» **Exercise prompt**
Please reproduce all entries word for word and omit their pictures.

*** Opening Data for this exercise ***

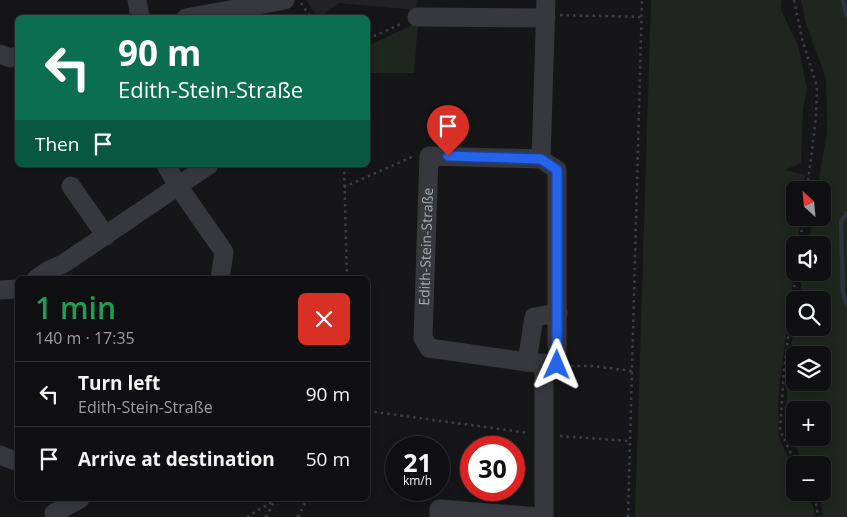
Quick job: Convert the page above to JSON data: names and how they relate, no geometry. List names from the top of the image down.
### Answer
{
  "streets": {
    "street": ["Edith-Stein-Straße"]
  },
  "north": "top left",
  "page": {
    "turn": ["90 m", "Edith-Stein-Straße"],
    "then": "Then",
    "map_buttons": ["+", "−"],
    "heading": ["1 min", "140 m · 17:35"],
    "list": [
      {
        "name": "Turn left",
        "note": "Edith-Stein-Straße",
        "value": "90 m"
      },
      {
        "name": "Arrive at destination",
        "value": "50 m"
      }
    ],
    "speed": "21 km/h",
    "limit": "30"
  }
}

*** Closing Data for this exercise ***

» **Exercise result**
Quick job: Convert the page above to JSON data: names and how they relate, no geometry. List names from the top of the image down.
### Answer
{
  "streets": {
    "street": ["Edith-Stein-Straße"]
  },
  "north": "top left",
  "page": {
    "turn": ["90 m", "Edith-Stein-Straße"],
    "then": "Then",
    "map_buttons": ["+", "−"],
    "heading": ["1 min", "140 m · 17:35"],
    "list": [
      {
        "name": "Turn left",
        "note": "Edith-Stein-Straße",
        "value": "90 m"
      },
      {
        "name": "Arrive at destination",
        "value": "50 m"
      }
    ],
    "speed": "21 km/h",
    "limit": "30"
  }
}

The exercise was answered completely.